▶ Work request
All lines holding the string "fabs" should be copied from the data below.

Stored items
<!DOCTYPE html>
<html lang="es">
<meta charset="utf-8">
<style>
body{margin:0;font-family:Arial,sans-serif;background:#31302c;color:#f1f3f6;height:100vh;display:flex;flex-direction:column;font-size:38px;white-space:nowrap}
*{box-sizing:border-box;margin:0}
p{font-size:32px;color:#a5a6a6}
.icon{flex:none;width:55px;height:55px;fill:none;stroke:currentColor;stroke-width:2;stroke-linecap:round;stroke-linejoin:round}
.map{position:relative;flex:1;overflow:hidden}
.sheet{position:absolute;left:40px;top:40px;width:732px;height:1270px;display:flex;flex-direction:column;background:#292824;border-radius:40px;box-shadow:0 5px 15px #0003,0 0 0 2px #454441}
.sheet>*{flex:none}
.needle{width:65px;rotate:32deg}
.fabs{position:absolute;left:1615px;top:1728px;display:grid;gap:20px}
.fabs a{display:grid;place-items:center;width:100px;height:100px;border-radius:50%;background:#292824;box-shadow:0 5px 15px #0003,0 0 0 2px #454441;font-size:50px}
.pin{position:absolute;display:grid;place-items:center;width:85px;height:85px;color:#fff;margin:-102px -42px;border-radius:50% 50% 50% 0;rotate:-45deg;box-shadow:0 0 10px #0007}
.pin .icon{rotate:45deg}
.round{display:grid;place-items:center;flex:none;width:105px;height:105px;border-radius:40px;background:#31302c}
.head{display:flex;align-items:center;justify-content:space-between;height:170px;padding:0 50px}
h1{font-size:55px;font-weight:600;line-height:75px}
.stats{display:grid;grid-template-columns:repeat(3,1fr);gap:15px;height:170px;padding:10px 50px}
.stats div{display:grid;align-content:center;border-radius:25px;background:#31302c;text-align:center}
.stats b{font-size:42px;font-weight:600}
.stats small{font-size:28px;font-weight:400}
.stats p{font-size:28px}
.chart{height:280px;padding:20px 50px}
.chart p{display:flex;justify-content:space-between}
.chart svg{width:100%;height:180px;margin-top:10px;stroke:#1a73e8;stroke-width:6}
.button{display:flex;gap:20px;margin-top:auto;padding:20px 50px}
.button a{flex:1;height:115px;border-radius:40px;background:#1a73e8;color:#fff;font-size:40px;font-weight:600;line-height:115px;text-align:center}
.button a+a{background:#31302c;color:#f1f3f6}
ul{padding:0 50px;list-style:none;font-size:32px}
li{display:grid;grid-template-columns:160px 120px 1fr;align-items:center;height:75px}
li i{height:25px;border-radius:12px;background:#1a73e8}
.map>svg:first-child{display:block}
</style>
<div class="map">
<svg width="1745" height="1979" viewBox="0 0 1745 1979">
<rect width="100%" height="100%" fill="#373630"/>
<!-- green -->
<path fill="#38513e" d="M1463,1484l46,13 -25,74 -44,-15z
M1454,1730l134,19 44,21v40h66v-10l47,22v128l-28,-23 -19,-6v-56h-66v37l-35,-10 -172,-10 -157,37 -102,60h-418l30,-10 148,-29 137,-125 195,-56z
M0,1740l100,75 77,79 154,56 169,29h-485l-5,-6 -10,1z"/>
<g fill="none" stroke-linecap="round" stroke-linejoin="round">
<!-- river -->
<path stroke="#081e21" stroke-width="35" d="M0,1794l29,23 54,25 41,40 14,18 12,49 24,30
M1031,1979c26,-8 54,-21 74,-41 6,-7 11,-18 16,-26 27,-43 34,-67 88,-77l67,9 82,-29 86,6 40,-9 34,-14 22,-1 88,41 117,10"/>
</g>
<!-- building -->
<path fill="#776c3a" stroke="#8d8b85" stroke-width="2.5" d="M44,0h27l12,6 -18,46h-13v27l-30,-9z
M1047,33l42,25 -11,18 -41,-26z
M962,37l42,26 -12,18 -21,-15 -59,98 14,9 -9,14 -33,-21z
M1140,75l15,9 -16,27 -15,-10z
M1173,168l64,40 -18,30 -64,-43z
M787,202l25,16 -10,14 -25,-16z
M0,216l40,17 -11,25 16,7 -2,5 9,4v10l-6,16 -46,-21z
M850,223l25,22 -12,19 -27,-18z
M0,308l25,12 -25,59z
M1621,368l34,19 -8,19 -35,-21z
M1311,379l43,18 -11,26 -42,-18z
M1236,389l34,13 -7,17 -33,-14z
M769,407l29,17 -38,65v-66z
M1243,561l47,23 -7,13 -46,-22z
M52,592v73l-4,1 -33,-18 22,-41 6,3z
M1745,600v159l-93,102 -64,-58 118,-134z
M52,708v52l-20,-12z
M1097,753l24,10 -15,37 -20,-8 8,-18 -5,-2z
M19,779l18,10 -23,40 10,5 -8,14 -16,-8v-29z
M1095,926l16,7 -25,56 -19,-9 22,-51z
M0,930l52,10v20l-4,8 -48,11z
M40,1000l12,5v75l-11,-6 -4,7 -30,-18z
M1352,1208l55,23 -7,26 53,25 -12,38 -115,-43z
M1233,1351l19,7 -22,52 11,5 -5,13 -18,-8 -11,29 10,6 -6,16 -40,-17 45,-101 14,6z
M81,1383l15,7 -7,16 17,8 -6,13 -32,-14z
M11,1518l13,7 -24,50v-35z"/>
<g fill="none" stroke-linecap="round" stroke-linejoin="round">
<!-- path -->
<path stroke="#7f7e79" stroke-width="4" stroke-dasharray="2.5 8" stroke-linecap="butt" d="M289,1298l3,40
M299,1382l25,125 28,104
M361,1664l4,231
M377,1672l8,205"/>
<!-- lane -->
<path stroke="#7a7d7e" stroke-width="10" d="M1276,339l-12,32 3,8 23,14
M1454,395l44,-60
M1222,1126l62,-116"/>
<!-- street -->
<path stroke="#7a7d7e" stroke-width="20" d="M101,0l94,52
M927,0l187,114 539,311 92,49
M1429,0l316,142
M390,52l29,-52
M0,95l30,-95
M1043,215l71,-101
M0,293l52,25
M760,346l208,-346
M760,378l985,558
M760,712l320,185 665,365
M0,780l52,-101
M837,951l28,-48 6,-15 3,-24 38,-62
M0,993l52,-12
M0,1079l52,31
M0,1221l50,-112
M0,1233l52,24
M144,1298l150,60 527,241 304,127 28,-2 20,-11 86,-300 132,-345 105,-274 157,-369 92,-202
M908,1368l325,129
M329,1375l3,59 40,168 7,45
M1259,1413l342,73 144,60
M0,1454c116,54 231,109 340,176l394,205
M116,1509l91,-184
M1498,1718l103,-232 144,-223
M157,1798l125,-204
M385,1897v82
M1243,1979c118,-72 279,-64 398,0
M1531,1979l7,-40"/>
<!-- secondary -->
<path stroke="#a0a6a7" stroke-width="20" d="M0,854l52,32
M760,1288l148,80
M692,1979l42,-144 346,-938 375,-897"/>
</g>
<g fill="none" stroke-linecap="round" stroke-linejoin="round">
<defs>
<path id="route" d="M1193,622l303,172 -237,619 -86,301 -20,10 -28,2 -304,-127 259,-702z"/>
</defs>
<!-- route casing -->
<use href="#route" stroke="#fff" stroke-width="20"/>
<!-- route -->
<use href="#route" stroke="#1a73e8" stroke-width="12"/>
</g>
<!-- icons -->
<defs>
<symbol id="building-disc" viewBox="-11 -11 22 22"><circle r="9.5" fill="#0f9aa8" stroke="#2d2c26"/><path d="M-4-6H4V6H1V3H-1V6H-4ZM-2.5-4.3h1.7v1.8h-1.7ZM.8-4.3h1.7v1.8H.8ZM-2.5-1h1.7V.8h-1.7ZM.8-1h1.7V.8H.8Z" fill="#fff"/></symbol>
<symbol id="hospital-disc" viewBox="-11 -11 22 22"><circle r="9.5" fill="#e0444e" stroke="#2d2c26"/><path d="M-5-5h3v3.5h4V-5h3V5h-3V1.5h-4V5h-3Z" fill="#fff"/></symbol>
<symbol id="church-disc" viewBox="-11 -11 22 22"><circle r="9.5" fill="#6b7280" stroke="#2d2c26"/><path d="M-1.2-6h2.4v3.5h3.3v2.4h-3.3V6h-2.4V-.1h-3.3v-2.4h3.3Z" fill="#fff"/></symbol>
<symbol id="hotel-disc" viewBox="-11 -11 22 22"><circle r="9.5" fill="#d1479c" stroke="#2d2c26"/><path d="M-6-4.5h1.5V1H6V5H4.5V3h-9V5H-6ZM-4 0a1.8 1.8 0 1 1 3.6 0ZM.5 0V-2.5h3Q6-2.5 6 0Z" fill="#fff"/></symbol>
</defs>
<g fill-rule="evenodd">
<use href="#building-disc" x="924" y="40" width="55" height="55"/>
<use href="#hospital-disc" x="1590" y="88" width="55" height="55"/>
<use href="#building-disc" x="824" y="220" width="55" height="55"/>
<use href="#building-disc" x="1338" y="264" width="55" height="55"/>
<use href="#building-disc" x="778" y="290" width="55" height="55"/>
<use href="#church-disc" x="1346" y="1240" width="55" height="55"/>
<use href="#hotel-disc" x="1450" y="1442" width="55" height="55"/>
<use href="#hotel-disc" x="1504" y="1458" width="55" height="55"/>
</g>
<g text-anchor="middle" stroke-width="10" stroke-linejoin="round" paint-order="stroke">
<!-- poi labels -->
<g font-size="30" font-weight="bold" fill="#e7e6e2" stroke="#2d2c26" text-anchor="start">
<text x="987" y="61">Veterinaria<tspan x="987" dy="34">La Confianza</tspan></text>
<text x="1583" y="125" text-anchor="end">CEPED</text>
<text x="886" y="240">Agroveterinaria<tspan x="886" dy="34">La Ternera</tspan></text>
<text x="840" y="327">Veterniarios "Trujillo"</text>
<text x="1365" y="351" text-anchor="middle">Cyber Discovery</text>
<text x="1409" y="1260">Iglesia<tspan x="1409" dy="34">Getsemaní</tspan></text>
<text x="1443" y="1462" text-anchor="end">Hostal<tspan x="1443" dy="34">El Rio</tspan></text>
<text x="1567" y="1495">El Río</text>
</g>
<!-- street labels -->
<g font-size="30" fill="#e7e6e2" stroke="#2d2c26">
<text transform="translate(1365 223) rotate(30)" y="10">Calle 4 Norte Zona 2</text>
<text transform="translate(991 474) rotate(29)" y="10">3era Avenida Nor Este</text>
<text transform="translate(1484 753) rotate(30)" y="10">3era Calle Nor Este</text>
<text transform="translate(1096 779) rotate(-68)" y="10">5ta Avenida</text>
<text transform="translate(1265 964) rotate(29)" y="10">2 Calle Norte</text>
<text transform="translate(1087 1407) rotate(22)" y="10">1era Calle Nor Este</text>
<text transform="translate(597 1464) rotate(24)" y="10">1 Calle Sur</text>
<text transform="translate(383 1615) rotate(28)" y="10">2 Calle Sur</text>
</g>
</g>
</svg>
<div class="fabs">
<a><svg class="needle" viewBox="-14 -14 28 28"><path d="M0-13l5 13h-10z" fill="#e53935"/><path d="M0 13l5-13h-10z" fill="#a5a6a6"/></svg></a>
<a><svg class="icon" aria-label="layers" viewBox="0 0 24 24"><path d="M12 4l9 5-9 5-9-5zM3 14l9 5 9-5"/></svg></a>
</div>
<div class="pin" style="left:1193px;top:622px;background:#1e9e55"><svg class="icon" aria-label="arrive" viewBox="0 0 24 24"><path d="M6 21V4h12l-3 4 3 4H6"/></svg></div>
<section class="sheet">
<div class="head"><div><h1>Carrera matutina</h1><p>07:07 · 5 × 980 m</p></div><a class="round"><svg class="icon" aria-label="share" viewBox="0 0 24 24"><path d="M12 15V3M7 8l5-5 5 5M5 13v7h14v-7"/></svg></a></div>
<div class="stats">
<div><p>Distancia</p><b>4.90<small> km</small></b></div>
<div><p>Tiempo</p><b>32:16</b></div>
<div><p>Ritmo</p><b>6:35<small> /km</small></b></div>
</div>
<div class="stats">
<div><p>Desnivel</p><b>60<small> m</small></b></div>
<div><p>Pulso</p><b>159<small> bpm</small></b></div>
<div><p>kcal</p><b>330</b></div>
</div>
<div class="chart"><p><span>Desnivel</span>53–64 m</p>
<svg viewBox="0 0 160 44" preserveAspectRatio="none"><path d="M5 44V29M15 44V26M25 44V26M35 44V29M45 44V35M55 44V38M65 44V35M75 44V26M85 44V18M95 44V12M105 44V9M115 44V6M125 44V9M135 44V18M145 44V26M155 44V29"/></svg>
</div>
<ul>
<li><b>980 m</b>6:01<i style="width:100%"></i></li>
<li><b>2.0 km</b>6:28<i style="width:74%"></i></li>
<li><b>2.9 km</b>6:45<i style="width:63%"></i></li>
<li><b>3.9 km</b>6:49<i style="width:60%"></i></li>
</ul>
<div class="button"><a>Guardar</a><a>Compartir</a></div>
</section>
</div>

▶ Answer section
.fabs{position:absolute;left:1615px;top:1728px;display:grid;gap:20px}
.fabs a{display:grid;place-items:center;width:100px;height:100px;border-radius:50%;background:#292824;box-shadow:0 5px 15px #0003,0 0 0 2px #454441;font-size:50px}
<div class="fabs">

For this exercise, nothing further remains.